● Instructions to follow
Write only the number of lines below in which "position" occurs.

● Material for this exercise

>>>

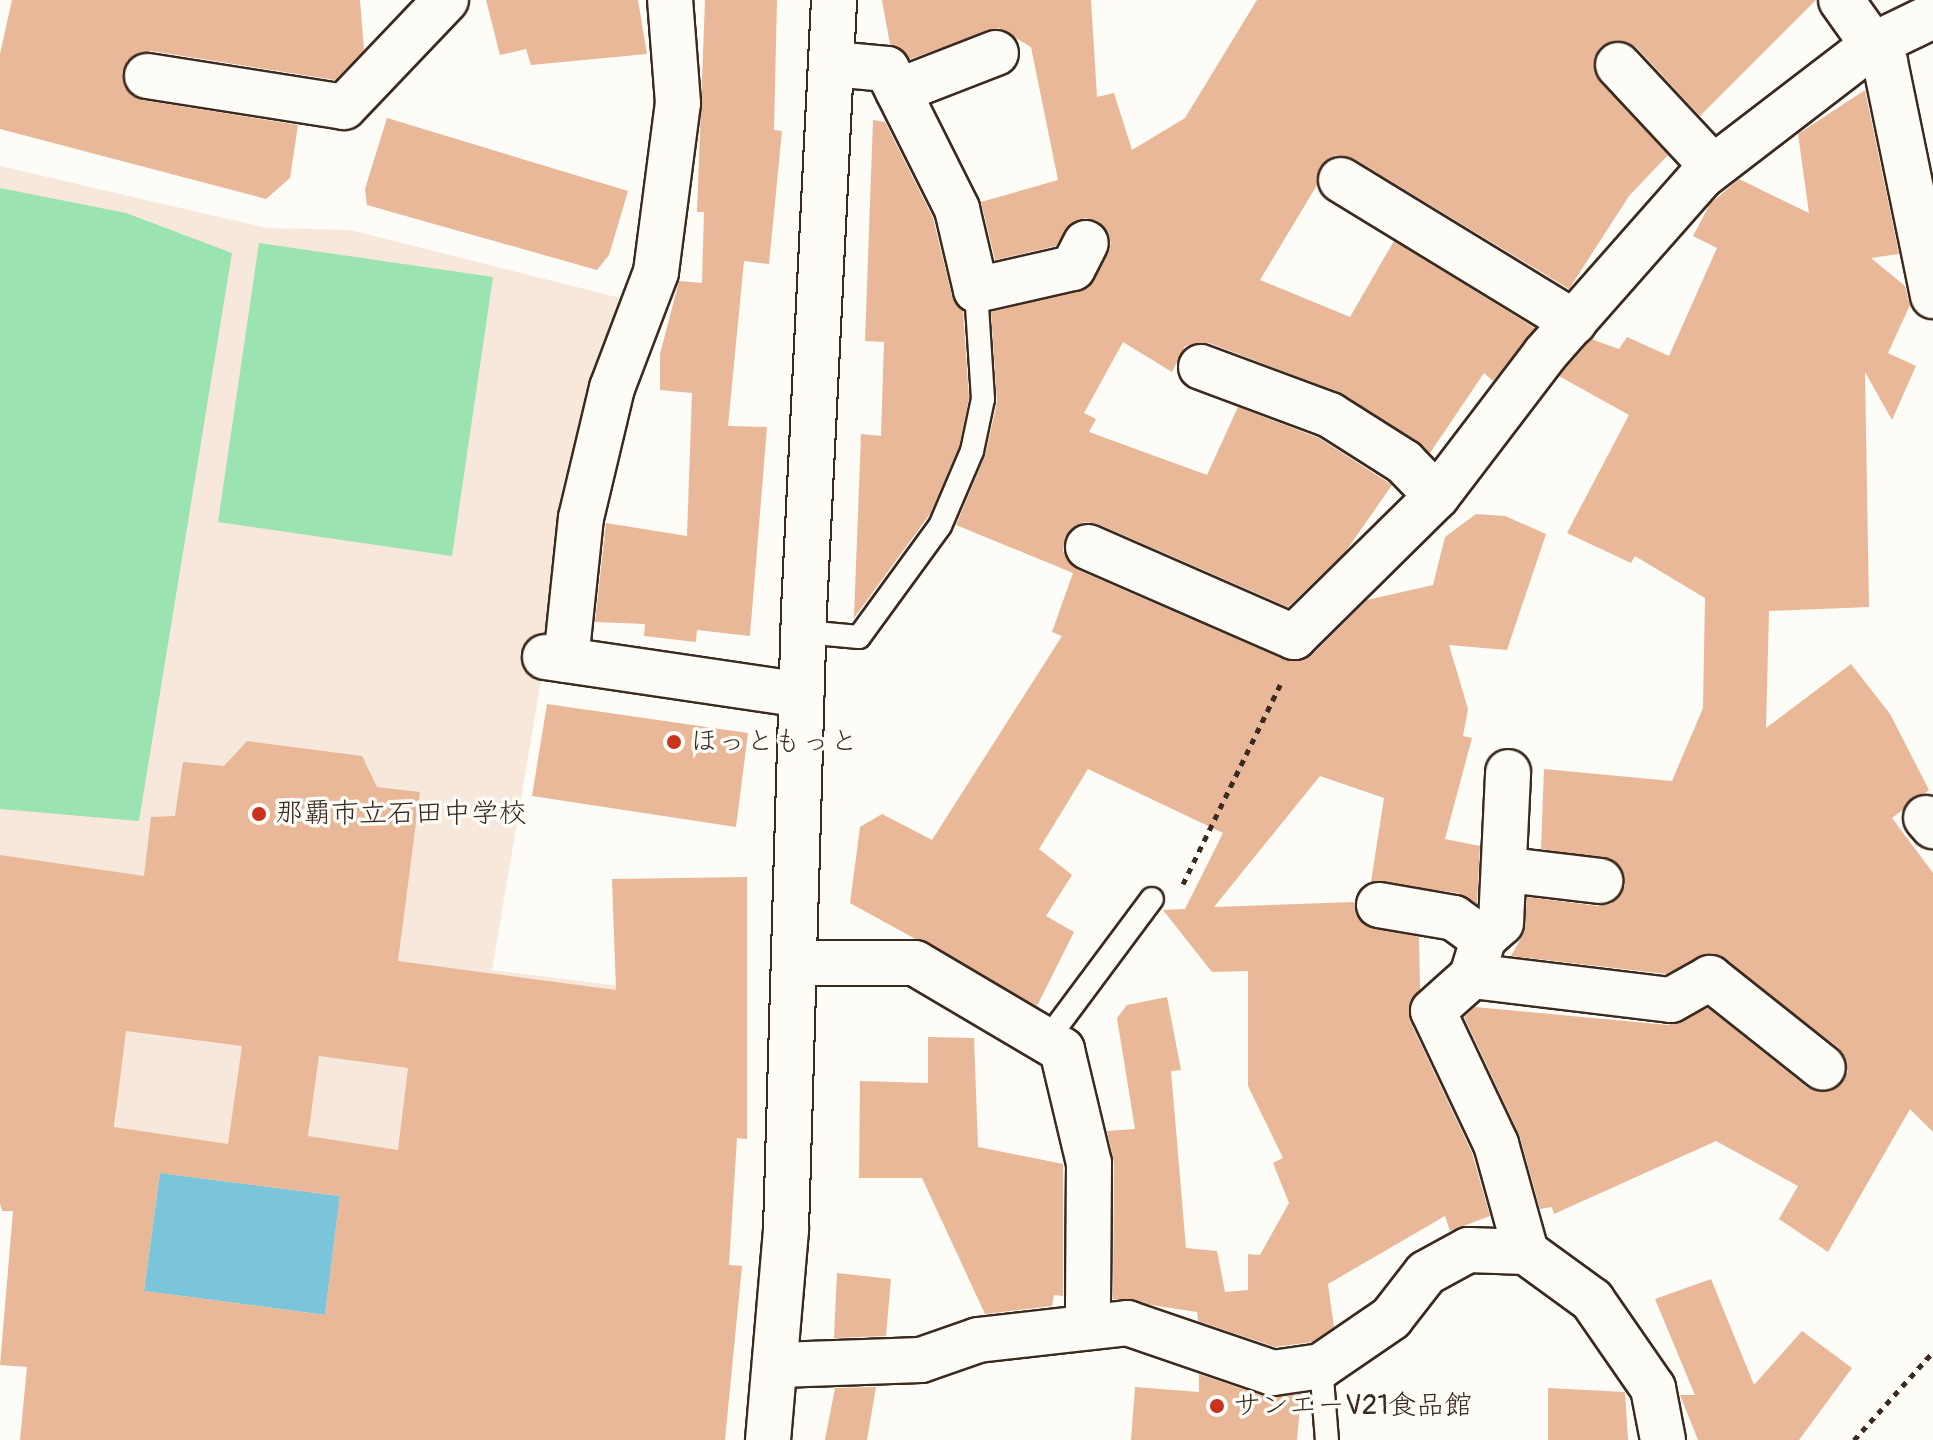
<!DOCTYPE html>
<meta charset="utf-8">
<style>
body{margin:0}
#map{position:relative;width:1933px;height:1440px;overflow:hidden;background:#fdfcf7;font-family:Pangolin,"Klee One",sans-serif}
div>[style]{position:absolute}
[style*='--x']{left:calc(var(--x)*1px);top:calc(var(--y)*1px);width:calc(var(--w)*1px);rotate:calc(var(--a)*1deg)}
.built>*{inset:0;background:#f7e8db}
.green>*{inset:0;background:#9be3b1}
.water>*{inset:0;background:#7bc5db}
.building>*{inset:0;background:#e8b899}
.path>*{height:5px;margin-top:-2.5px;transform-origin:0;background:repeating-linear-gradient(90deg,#3b2a1e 0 6px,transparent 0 12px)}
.roads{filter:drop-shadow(2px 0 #3b2a1e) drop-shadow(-2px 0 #3b2a1e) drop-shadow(0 2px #3b2a1e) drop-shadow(0 -2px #3b2a1e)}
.service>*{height:22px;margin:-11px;padding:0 11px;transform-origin:11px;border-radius:11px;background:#fdfcf7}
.minor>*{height:44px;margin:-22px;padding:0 22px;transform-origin:22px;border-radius:22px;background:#fdfcf7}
.tertiary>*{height:44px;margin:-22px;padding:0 22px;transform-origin:22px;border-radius:22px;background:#fdfcf7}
.dots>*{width:22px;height:22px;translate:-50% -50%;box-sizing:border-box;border:4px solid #fdfcf7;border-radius:50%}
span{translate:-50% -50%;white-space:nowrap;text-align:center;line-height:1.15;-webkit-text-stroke:7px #fdfcf7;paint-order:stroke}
.poi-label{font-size:28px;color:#3b2a1e}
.left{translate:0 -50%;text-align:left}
</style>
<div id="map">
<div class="built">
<div style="clip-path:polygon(0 166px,267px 228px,351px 230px,624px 299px,545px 657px,492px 970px,653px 990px,614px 1371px,91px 1351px,117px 1110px,34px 1123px,0 1118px)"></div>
</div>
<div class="green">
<div style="clip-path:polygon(0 188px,126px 213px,232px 253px,139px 821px,0 809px)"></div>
<div style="clip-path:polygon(259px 243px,493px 277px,452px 556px,218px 522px)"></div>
</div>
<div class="water">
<div style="clip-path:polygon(160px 1173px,340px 1196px,325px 1315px,144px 1291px)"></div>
</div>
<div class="building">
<div style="clip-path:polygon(12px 0,360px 0,364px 50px,335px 80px,151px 51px,127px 61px,124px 86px,142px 100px,298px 125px,290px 178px,266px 199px,0 129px,0 54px)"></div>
<div style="clip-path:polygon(486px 0,638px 0,647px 54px,531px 65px,526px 49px,500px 55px)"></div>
<div style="clip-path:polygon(705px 0,777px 0,774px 130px,782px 131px,769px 264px,744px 261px,728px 426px,767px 427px,750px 636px,697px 630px,696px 642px,644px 636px,645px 624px,595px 622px,606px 523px,687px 536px,692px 393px,660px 390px,660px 354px,679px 281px,702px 283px,704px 212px,697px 212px)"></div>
<div style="clip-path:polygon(882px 0,1091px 0,1097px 97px,1114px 93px,1132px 150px,1185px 118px,1257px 0,1816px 0,1700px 116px,1636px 47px,1613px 41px,1600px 47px,1594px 58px,1599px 81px,1668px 155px,1629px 196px,1569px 289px,1354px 159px,1336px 155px,1320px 166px,1317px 185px,1260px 280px,1350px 317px,1394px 241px,1535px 328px,1493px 381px,1484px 373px,1430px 453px,1343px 394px,1209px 343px,1185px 346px,1172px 372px,1123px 342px,1084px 413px,1096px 419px,1089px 432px,1207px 475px,1238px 407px,1319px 438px,1392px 485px,1346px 551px,1288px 607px,1098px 524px,1084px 522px,1066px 536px,1063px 551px,1078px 570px,1285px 660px,1312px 655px,1367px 600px,1433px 585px,1445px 537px,1476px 514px,1505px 516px,1546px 534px,1507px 650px,1449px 645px,1468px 709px,1463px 736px,1472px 738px,1445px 839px,1480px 846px,1477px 904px,1458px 893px,1371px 882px,1384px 798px,1320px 776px,1214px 907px,1354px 902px,1364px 925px,1419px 937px,1420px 989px,1409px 1005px,1410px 1021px,1472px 1153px,1490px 1216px,1450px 1231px,1445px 1216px,1328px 1284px,1334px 1327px,1312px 1342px,1275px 1347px,1198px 1321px,1197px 1312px,1113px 1299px,1114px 1163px,1107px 1131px,1135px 1129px,1117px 1018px,1127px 1005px,1167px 997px,1181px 1070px,1171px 1071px,1186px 1248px,1217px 1251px,1225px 1292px,1248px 1290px,1248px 1254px,1260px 1255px,1289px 1203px,1273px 1163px,1283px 1158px,1248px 1086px,1248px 971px,1212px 972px,1163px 910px,1185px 909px,1223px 833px,1088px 769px,1039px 849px,1072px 875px,1046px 916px,1074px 932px,1037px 1006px,850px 903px,860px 827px,882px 814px,932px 840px,1062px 636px,1052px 632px,1073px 573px,956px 525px,985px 456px,997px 402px,991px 312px,1088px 288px,1111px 243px,1098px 221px,1084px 218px,1056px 246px,995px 260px,981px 202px,1058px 180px,1031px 47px,999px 28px,910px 59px,890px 44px)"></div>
<div style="clip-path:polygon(1865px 90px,1899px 254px,1871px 258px,1905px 286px,1910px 305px,1888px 353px,1916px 366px,1892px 420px,1865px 372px,1869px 607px,1769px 611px,1766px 728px,1851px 664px,1890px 714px,1929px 790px,1892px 818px,1933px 873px,1933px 1132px,1910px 1109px,1828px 1252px,1779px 1219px,1798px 1186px,1716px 1141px,1554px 1214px,1552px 1207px,1540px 1209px,1519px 1134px,1464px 1017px,1475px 1007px,1668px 1025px,1708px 1008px,1808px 1088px,1831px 1091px,1848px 1072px,1839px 1048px,1713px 953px,1666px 974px,1511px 956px,1524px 933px,1527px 897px,1598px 906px,1611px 904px,1625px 885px,1614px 861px,1541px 849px,1544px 769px,1672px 781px,1703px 708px,1705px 598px,1635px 556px,1631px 563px,1567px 533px,1629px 415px,1559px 376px,1591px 339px,1619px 349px,1627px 337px,1669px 356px,1717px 248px,1693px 236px,1710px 204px,1739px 179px,1809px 213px,1798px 134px)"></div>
<div style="clip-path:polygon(387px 118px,628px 191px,609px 255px,597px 270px,367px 205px,365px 189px)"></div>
<div style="clip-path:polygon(873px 120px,885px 122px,933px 218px,952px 296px,963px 311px,969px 398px,959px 447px,930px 514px,854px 618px,861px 434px,881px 436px,884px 342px,865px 341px)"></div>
<div style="clip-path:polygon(547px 704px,748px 733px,736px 827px,532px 796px)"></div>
<div style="clip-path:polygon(evenodd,247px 741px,362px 756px,377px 787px,420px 792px,398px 961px,616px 990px,612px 879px,747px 877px,747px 1139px,737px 1138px,729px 1265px,742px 1266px,725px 1440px,20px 1440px,27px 1367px,0 1365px,13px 1211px,2px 1211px,0 1203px,0 855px,144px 876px,151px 817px,175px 816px,183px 762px,224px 766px,247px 741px,126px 1031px,242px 1046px,228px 1144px,114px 1127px,126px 1031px,247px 741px,319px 1056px,408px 1068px,398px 1150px,308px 1136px,319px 1056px,247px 741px,160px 1173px,340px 1196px,325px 1315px,144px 1291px,160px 1173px)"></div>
<div style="clip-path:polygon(928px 1037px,974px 1038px,978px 1147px,1063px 1164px,1063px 1296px,1054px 1295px,1052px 1306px,985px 1314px,922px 1178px,859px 1178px,860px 1081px,928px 1083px)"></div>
<div style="clip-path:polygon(837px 1273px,891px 1279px,886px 1336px,834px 1338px)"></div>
<div style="clip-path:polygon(1711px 1279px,1754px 1385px,1802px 1331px,1852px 1368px,1799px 1440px,1698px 1440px,1680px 1395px,1695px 1395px,1655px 1299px)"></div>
<div style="clip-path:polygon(1199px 1374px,1266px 1397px,1301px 1394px,1297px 1440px,1131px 1440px,1135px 1387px,1199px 1392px)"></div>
<div style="clip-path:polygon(876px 1387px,867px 1440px,825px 1440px,835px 1388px)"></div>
<div style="clip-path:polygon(1548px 1388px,1625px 1392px,1628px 1440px,1548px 1440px)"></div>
</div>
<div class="path">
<div style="--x:1183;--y:884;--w:226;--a:-64"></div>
<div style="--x:1854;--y:1440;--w:118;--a:-48.1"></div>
</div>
<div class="roads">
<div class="service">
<div style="--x:804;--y:632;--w:55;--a:5.2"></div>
<div style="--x:859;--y:637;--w:137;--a:-53.9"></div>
<div style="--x:940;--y:526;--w:82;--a:-66.9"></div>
<div style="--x:972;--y:451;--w:53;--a:-78.1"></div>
<div style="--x:983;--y:399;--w:109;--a:-93.7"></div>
<div style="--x:1046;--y:1041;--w:177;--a:-53.3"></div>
<div style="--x:1321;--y:1366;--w:74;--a:85.4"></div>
</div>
<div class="minor">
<div style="--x:1841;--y:0;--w:76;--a:54.6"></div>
<div style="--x:1885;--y:62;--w:239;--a:78.4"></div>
<div style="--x:833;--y:64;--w:54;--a:5.3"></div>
<div style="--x:887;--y:69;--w:157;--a:63.4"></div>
<div style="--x:957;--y:209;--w:83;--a:76.8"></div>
<div style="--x:976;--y:290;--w:99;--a:-12.8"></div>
<div style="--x:1073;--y:268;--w:28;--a:-63"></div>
<div style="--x:1618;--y:65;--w:139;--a:47"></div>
<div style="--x:147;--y:76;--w:199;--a:8.9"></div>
<div style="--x:344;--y:107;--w:148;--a:-46.4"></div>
<div style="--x:898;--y:91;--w:105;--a:-21.2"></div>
<div style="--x:1341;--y:180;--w:273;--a:31.4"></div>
<div style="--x:1201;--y:367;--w:138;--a:20.4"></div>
<div style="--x:1330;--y:415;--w:88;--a:32.4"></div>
<div style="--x:1404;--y:462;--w:47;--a:45.9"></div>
<div style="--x:1088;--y:547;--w:225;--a:23.6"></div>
<div style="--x:1294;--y:637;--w:201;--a:-44.6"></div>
<div style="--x:1437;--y:496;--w:178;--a:-52.7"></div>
<div style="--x:1545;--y:354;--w:237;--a:-48.6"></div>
<div style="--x:1702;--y:176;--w:215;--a:-37.5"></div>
<div style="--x:1873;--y:45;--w:67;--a:-25.8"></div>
<div style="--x:545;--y:657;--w:259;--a:8.4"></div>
<div style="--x:566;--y:660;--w:143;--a:-84"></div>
<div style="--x:581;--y:518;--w:134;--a:-76.6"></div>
<div style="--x:612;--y:388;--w:124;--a:-69.2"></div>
<div style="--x:656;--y:272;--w:170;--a:-82.6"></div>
<div style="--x:678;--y:103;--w:103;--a:-94.4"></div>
<div style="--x:1926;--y:818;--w:11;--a:49"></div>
<div style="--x:1508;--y:870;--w:93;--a:6.8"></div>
<div style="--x:1379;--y:905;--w:76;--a:9.8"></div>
<div style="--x:1454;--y:918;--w:36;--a:36"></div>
<div style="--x:794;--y:963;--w:121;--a:0"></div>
<div style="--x:915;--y:963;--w:171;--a:30.6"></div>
<div style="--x:1062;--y:1050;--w:116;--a:76.6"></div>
<div style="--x:1089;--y:1163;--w:162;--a:90.4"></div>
<div style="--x:1472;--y:976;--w:39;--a:-73"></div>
<div style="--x:1483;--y:939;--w:24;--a:-42"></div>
<div style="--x:1501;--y:923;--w:151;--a:-87.3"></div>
<div style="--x:1526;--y:1252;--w:112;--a:-105.5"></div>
<div style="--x:1496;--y:1144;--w:147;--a:-115.3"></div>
<div style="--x:1433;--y:1011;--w:52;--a:-41.9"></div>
<div style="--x:1472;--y:976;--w:200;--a:6.9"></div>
<div style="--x:1671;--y:1000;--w:45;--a:-29.4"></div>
<div style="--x:1710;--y:978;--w:144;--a:38.5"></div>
<div style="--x:779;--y:1365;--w:142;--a:-2"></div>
<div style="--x:921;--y:1360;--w:60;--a:-19.3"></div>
<div style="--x:978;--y:1340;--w:150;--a:-6.5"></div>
<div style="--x:1127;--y:1323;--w:154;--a:18.9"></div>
<div style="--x:1273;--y:1373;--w:49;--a:-8.3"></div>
<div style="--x:1321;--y:1366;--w:85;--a:-34.4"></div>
<div style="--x:1391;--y:1318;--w:57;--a:-52.1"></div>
<div style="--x:1426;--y:1273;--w:48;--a:-28.7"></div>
<div style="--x:1468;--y:1250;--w:58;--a:2"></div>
<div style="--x:1526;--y:1252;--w:82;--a:36"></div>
<div style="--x:1592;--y:1300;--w:107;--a:55.3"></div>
<div style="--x:1653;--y:1388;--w:53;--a:79.1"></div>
</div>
<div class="tertiary">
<div style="--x:768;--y:1440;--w:211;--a:-85.1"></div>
<div style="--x:786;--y:1230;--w:620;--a:-88.34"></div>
<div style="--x:804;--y:610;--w:611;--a:-87.18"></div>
</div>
</div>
<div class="dots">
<div style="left:674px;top:742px;background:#c8321e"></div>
<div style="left:259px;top:814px;background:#c8321e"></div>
<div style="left:1217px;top:1406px;background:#c8321e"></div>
</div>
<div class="poi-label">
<span class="left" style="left:690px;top:742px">ほっともっと</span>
<span class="left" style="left:275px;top:814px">那覇市立石田中学校</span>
<span class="left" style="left:1233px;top:1406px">サンエーV21食品館</span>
</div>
</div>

<<<

● Reply
2